Après des années d’avertissements sans frais, la Commission européenne a enfin mis ses menaces à exécution : le 17 mai, elle a renvoyé six Etats, dont la France et l’Allemagne, devant la Cour de justice de l’Union européenne (CJUE) parce qu’ils exposent leurs citoyens à des niveaux de pollution excessifs. Quatre mois plus tard, c’est au tour de la Commission de se faire épingler. Dans un rapport au vitriol publié mardi 11 septembre, la Cour des comptes européenne taille en pièces la politique communautaire de lutte contre la pollution de l’air.
« La santé des citoyens européens reste insuffisamment protégée », annonce l’institution gardienne des finances de l’UE. A l’origine de 400 000 morts prématurées (dont 48 000 en France) et de centaines de milliards d’euros de coûts de santé chaque année en Europe, la pollution atmosphérique est aujourd’hui considérée par l’Organisation mondiale de la santé (OMS) comme « le plus grand risque environnemental pour la santé des Européens ». Ce n’est visiblement pas encore le cas pour Bruxelles.
Pierre angulaire des politiques européennes, la directive sur la qualité de l’air date de 2008, et les normes sur lesquelles elle repose, vieilles de quinze à vingt ans, sont largement dépassées. Ainsi, la limite d’exposition au dioxyde de soufre fixée par l’UE est plus de six fois supérieure à celle de l’OMS. Pire.
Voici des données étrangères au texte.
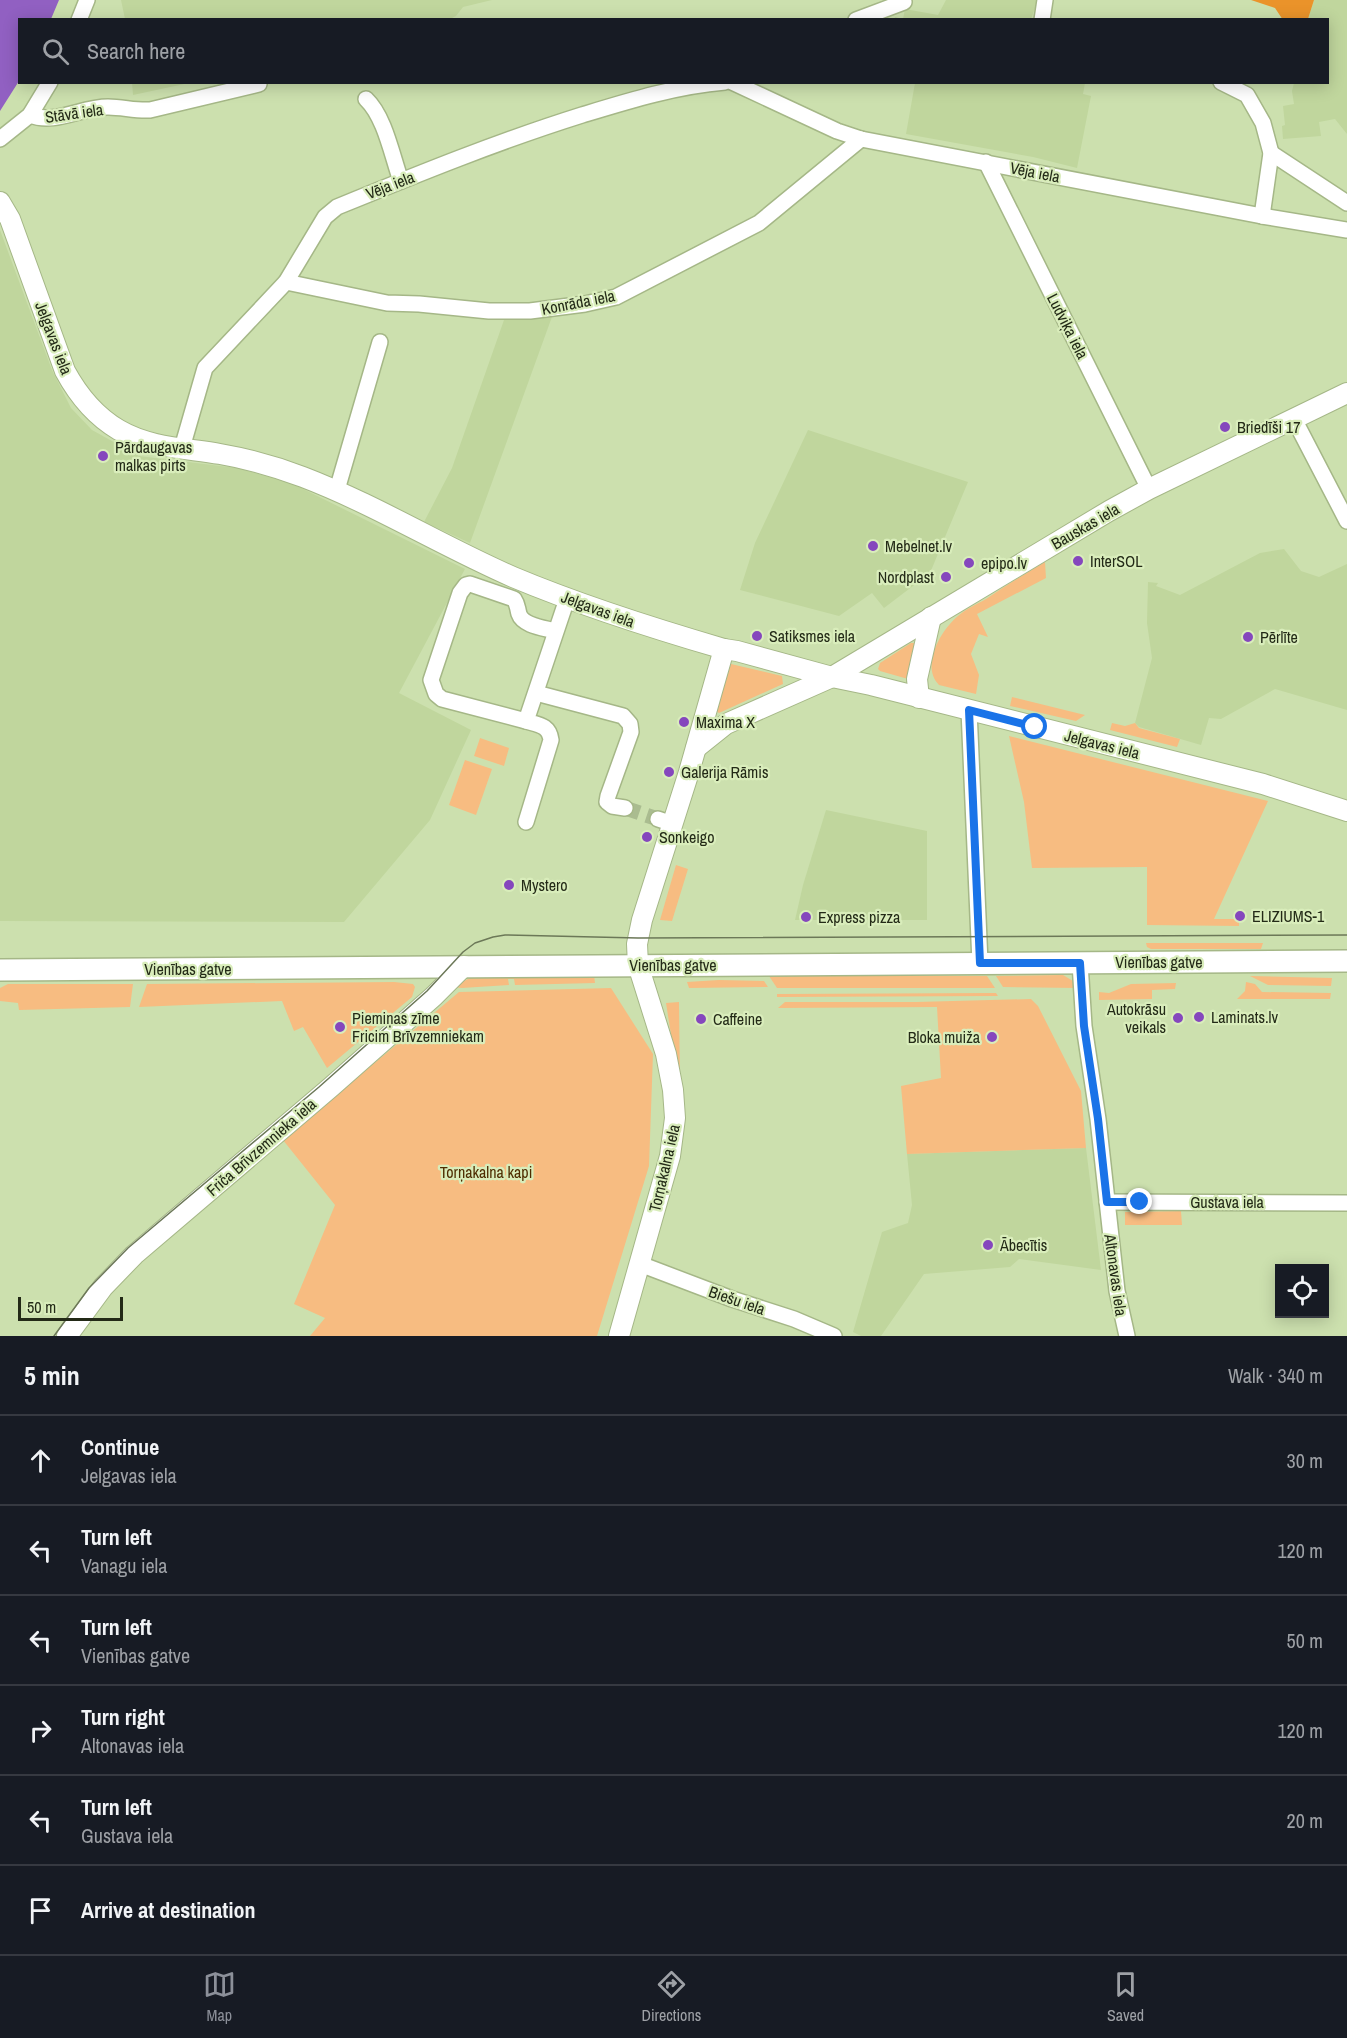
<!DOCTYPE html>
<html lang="en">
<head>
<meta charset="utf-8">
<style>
	:root { --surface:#171b24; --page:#242831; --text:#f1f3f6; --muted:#9ea1a6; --line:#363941; --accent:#8c9099 }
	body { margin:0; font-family:"Archivo Narrow",sans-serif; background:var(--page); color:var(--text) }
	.controls { position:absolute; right:18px; bottom:18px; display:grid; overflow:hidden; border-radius:0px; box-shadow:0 3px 15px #0003 }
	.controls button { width:54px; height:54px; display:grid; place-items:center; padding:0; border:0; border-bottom:2px solid var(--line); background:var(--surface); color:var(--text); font:30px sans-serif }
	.scale { position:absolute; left:18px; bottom:15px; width:105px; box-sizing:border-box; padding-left:6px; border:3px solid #232a17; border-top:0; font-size:16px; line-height:21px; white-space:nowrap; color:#232a17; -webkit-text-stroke:4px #d9edbb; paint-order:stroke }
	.stop { position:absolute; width:18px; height:18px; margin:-14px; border:4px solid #1a73e8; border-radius:50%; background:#fff }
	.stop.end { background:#1a73e8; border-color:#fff; box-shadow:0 2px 6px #0008 }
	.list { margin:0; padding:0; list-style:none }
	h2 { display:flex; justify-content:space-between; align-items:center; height:78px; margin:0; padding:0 24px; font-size:26px }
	h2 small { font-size:20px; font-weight:400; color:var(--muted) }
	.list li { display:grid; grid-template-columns:39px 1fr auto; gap:18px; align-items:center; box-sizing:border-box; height:90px; padding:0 24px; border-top:2px solid var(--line) }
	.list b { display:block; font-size:22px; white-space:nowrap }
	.list p { margin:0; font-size:20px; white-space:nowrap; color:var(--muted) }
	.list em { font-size:20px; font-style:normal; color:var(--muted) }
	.icon { flex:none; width:33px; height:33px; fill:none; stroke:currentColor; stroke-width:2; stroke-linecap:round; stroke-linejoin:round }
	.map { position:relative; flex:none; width:1347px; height:1336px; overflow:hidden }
	.search { position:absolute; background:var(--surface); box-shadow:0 3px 15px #0003; left:18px; right:18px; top:18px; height:66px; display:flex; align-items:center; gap:15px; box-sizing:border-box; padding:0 21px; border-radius:0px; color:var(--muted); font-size:22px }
	.sheet { height:618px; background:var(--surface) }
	nav { display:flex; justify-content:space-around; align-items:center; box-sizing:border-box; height:84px; border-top:2px solid var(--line); background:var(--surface); font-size:16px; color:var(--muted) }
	nav a { display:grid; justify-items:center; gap:3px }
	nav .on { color:var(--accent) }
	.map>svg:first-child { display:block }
	.built { fill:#c0d69d }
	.green { fill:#f7bc81 }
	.forest { fill:#ea932a }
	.water { fill:#9160c2 }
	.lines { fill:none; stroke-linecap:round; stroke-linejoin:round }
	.minor-tunnel { stroke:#aabc90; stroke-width:15; stroke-dasharray:15 8; stroke-linecap:butt }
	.minor-casing { stroke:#a5b787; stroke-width:18 }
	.tertiary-casing { stroke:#a5b787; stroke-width:22 }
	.secondary-casing { stroke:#a5b787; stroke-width:24 }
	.minor { stroke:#fff; stroke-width:15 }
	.tertiary { stroke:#fff; stroke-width:20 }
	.secondary { stroke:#fff; stroke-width:21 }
	.tram { stroke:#6c7858; stroke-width:1.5 }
	.route { stroke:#1a73e8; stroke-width:8 }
	.poi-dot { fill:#8547bd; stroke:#d9edbb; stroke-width:2 }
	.labels { text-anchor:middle; stroke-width:4.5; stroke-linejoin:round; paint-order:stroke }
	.street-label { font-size:16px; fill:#232a17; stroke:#d9edbb }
	.poi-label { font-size:16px; fill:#232a17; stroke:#d9edbb; text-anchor:start }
	.park-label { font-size:16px; fill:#4e2c01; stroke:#d9edbb }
</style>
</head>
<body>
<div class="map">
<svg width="1347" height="1336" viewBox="0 0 1347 1336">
	<rect width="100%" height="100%" fill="#cce0ae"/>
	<g class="built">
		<path d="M121,0h371l-29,7 -7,9 -8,4 -323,-1z"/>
		<path d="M946,0h92l-7,19 -137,1 1,-3 8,2 2,-10 33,6z"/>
		<path d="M1314,0h33v134l-12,-15 -16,3 2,14 -38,3 -1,-13 3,-1 -2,-19 11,-2 -2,-13 2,-8 34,-1v-62l-20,-1z"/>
		<path d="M132,82h57v1l-56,12z"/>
		<path d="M915,83h170l-2,11 8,2 -14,72 -44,-11 -127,-23z"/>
		<path d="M0,230l52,140 19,38 21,22 47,26 98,12 54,15 174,86 -66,124 72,37 -41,90 -86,102 -344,-1z"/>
		<path d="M553,314l-83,229 -46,-21 28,-54 52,-148z"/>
		<path d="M808,430l160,52 -38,91 -46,35 -12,-15 -33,23 -99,-26 15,-47z"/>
		<path d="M1284,549l17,22 18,6 28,-13v146l-72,-21 -54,30 -12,-1 -8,27 -62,-18 -4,-4 17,-65 -5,-35 1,-41 10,1 -2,3 24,9 80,-42z"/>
		<path d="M826,810l101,21v89h-132l8,-35z"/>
		<path d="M1086,1148l15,122 -82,-11 -9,8 -86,7 -43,62h-20l-8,-4 29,-100 26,-9 4,-18 -5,-51z"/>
	</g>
	<g class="green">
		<path d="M1045,562l1,16 -69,36 11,23 -9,-3 -8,20 8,21 -3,19 -37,-9c-19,-19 2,-55 19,-69 8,-7 19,-12 28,-17 19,-13 39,-25 59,-37z"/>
		<path d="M911,643h4v2l-7,34 -28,-8 -2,-2 2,-6z"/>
		<path d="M731,664l51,12 1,8 -64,29 -3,-2z"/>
		<path d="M1012,697l73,18 -9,6 -66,-15z"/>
		<path d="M1112,723l13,3 10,-3 4,5 41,11 -3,8 -67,-17z"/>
		<path d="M1009,736l259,65 -54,118h22l3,1v6l-92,-1v-58l-115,1 -8,-66z"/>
		<path d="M480,738l29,10 -5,18 -30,-10z"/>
		<path d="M465,760l27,9 -16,46 -27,-10z"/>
		<path d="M676,865l12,4 -16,52 -12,-1z"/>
		<path d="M1146,943h117l-2,6h-110l-4,-2z"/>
		<path d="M594,975l1,8 -80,2 -1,-6h-6l1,6 -47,3 -10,-1 18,-9z"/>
		<path d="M1063,975l10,6 4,7 -74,-1 -7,-11z"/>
		<path d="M769,976h218l8,12h-218z"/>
		<path d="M1250,976l82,2 -1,8 -63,-1z"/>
		<path d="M719,980l45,1 4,6 -79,1 -2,-6z"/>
		<path d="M394,982l19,2 2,3 -3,10 -85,71 -24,-41 -9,4 -12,-30 -143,6 8,-23z"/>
		<path d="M1246,982l9,2 7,8 69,1 -1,6h-93l8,-8z"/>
		<path d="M1176,983l-1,6 -23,1v9l-53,1v-8l10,1 22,-9z"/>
		<path d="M8,984h125l-3,23 -111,3 -1,-7 -18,-2v-13z"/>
		<path d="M611,988l42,66 -4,112 -52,170h-287l15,-18 -31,-14 41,-99 -52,-65 176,-148z"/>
		<path d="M996,993l2,3 -221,1v-3z"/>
		<path d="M1031,999l7,7 43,85 5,57 -179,6 -6,-68 40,-8 -4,-71 -159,1 7,-6h131z"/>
		<path d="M679,1002l1,83h-1l-13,-82z"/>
		<path d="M1181,1211l1,14h-57v-13z"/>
	</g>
	<path class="forest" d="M1251,0h63l-6,19 -25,1 -8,-12z"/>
	<path class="water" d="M0,0h59l-8,19 -31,1 -1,61 -19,30z"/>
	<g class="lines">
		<path class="minor-tunnel" d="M625,808l33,11"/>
		<g class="minor-casing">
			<g id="minor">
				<path d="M79,20l8,-20"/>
				<path d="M856,20l48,-18"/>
				<path d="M1042,20l3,-20"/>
				<path d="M732,82l105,49 24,8 401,77 85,14"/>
				<path d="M1221,82l26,13 16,28 8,30 -9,63"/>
				<path d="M366,99c19,18 26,57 35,82"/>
				<path d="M30,115c25,10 51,-8 78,-8 15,0 27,4 42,3l109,-26"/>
				<path d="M0,139l30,-24 20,-33"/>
				<path d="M1271,153l76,50"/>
				<path d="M986,162l163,327"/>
				<path d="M286,282l101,21 32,1 70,7h41l55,-7 31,-7 143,-74 102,-84"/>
				<path d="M1294,419l53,102"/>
				<path d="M182,448l23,-80 81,-86 39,-65 12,-10c81,-33 162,-66 245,-92 46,-14 94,-29 143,-33"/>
				<path d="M335,491l4,-8 41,-141"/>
				<path d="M536,693l87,23 7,8 1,8 -23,64 -1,6 5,4 13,2"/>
				<path d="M969,710l11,253"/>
				<path d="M526,721l-84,-22 -6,-5 -5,-14 29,-87 6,-8 4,-1 44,15c4,6 3,8 5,15 4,12 26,14 36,17"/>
				<path d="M658,819l15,5"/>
				<path d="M526,822l25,-82c-2,-15 -12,-15 -25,-19l41,-122"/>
				<path d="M1080,963l4,63 14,93 19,172 10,45"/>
				<path d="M1107,1202l240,1"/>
				<path d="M640,1264l92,35 62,20 40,17"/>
			</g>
		</g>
		<g class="tertiary-casing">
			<g id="tertiary">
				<path d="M0,202l10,17 55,152c13,24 30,45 54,59 31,18 67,18 101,24 29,5 57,13 83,23 73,28 139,69 210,100 69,29 139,51 211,72l13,2 95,26 39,8 392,99 84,27"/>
				<path d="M919,698l-2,-19 14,-62"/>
				<path d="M696,748l30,-24 106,-47 277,-166 40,-22 198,-96"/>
				<path d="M67,1336l36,-49 31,-32 197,-168 103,-91 30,-30"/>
				<path d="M619,1336l51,-180 5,-38 -2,-28 -7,-36 -28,-89 -1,-21 5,-24 47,-148 35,-123"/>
			</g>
		</g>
		<g class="secondary-casing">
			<path id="secondary" d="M0,970l1347,-9"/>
		</g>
		<use href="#minor" class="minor"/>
		<use href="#tertiary" class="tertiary"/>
		<use href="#secondary" class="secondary"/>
		<path class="tram" d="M54,1336l35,-48 39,-40 191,-161 108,-96 36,-39 12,-9 18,-6 12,-2 133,3 709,-3"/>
	</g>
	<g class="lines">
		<path class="route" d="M1035,727l-66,-17 11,253h100l4,63 14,93 9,83h33"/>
	</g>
	<g class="poi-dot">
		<circle cx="1225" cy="427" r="6"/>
		<circle cx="103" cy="456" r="6"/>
		<circle cx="873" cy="546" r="6"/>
		<circle cx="1078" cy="561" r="6"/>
		<circle cx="969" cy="563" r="6"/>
		<circle cx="946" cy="577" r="6"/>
		<circle cx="757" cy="636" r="6"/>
		<circle cx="1248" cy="637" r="6"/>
		<circle cx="684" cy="722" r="6"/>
		<circle cx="669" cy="772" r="6"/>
		<circle cx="647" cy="837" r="6"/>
		<circle cx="509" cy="885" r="6"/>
		<circle cx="1240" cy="916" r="6"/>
		<circle cx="806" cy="917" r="6"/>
		<circle cx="1199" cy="1017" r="6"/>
		<circle cx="1178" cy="1018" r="6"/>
		<circle cx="701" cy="1019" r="6"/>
		<circle cx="340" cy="1027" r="6"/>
		<circle cx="992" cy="1037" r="6"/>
		<circle cx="988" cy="1245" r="6"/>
	</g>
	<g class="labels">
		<g class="street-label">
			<text transform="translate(74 113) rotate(-8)" y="6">Stāvā iela</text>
			<text transform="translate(1035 172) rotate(11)" y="6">Vēja iela</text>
			<text transform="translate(390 185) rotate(-21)" y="6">Vēja iela</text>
			<text transform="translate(578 302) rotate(-11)" y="6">Konrāda iela</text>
			<text transform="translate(1068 326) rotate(63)" y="6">Ludviķa iela</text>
			<text transform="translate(54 338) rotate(69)" y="6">Jelgavas iela</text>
			<text transform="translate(1085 526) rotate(-30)" y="6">Bauskas iela</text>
			<text transform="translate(598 609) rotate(20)" y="6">Jelgavas iela</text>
			<text transform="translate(1102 744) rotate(14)" y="6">Jelgavas iela</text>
			<text x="1159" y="968">Vienības gatve</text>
			<text x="673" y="971">Vienības gatve</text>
			<text x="188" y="975">Vienības gatve</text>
			<text transform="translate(261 1147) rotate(-41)" y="6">Friča Brīvzemnieka iela</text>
			<text transform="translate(664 1168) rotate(-77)" y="6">Torņakalna iela</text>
			<text x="1227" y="1208">Gustava iela</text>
			<text transform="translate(1116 1275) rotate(82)" y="6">Altonavas iela</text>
			<text transform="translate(737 1300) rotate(19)" y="6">Biešu iela</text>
		</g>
		<g class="poi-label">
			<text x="1237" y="433">Briedīši 17</text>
			<text x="115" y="453">Pārdaugavas<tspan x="115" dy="18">malkas pirts</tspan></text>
			<text x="885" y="552">Mebelnet.lv</text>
			<text x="1090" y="567">InterSOL</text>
			<text x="981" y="569">epipo.lv</text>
			<text x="934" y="583" text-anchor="end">Nordplast</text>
			<text x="769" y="642">Satiksmes iela</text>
			<text x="1260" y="643">Pērlīte</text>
			<text x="696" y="728">Maxima X</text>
			<text x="681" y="778">Galerija Rāmis</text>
			<text x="659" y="843">Sonkeigo</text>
			<text x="521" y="891">Mystero</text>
			<text x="1252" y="922">ELIZIUMS-1</text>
			<text x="818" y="923">Express pizza</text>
			<text x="1166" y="1015" text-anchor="end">Autokrāsu<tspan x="1166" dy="18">veikals</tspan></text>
			<text x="1211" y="1023">Laminats.lv</text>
			<text x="352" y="1024">Piemiņas zīme<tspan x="352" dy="18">Fricim Brīvzemniekam</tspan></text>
			<text x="713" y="1025">Caffeine</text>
			<text x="980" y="1043" text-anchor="end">Bloka muiža</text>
			<text x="1000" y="1251">Ābecītis</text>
		</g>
		<g class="park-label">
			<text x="486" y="1178">Torņakalna kapi</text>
		</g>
	</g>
</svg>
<div class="controls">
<button><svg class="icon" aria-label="locate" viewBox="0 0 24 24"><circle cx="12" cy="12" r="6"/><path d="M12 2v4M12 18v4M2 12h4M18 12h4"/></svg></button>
</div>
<div class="scale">50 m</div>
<div class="stop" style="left:1035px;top:727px"></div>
<div class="stop end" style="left:1140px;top:1202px"></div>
<div class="search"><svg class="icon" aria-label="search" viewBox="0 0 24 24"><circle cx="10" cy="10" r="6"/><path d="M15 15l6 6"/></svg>Search here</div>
</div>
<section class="sheet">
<h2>5 min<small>Walk · 340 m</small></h2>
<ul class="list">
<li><svg class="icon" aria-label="ahead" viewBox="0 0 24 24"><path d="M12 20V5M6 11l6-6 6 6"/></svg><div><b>Continue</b><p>Jelgavas iela</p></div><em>30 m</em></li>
<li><svg class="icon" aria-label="left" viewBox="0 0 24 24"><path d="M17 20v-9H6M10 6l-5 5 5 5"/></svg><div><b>Turn left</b><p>Vanagu iela</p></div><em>120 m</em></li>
<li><svg class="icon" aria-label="left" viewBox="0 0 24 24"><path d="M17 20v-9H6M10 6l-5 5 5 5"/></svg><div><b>Turn left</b><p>Vienības gatve</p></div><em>50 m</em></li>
<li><svg class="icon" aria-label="right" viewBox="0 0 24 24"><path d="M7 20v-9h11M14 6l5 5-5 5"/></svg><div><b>Turn right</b><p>Altonavas iela</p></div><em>120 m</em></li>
<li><svg class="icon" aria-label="left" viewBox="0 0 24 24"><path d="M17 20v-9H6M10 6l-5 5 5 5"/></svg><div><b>Turn left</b><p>Gustava iela</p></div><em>20 m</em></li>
<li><svg class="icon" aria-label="arrive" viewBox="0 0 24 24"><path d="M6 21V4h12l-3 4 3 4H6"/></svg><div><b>Arrive at destination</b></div></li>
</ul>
</section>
<nav>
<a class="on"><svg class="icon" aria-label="map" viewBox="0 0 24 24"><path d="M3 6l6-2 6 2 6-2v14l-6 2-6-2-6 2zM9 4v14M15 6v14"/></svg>Map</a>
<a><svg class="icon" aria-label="directions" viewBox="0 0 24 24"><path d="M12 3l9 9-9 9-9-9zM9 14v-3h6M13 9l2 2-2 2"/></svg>Directions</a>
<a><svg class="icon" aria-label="saved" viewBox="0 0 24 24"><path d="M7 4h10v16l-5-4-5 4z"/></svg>Saved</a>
</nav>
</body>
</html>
Les particules fines PM2,5, les plus dangereuses car elles pénètrent plus profondément dans les voies respiratoires, ne font l’objet d’aucune limite journalière, quand l’OMS recommande de ne pas dépasser 25 µg/m3.

Au stade des promesses

Il est donc urgent que Bruxelles aligne ses normes sur celles de l’OMS. C’est la condition indispensable pour mettre ses citoyens à l’abri. Mais ce n’est pas suffisant : la Commission doit ensuite se donner les moyens de les faire respecter. Or, si l’enveloppe consacrée à l’amélioration de la qualité de l’air a progressé, elle représente toujours moins de 1 % des fonds de cohésion de l’UE. Comme l’appelle de ses vœux la Cour des comptes, la lutte contre la pollution de l’air doit devenir une priorité pour l’ensemble des politiques communautaires : énergie, transports, industrie, agriculture…
En matière de pollution, comme pour le climat, le temps presse. Or, trois ans après le scandale du « dieselgate » et la révélation de la fraude aux moteurs truqués de Volkswagen, les constructeurs automobiles peuvent continuer à commercialiser des voitures émettant des gaz toxiques (les fameux oxydes d’azote) en quantité excessive. Un « permis de polluer » que la maire de Paris, Anne Hidalgo, et ses homologues de Madrid et Bruxelles ont attaqué devant la justice européenne.
Reste que la charge de la Cour des comptes contre Bruxelles ne doit pas déresponsabiliser les Etats. Le Conseil d’Etat a enjoint en juillet 2017 au gouvernement français d’agir « dans les meilleurs délais » contre la pollution. Plus d’un an après, on attend toujours le « plan ambitieux » promis par l’ancien ministre Nicolas Hulot. De même, si la ministre des transports, Elisabeth Borne, a retenu l’augmentation de la part du ferroviaire autour des grandes agglomérations et le soutien au fret ferroviaire et fluvial parmi les cinq priorités du plan d’investissement qu’elle a présenté le 11 septembre, on en reste encore au stade des promesses. Quant au « plan vélo », qui sera présenté vendredi 14 septembre, il permettra de juger si le gouvernement a enfin décidé d’engager effectivement, sur ce point au moins, la lutte contre la pollution de l’air.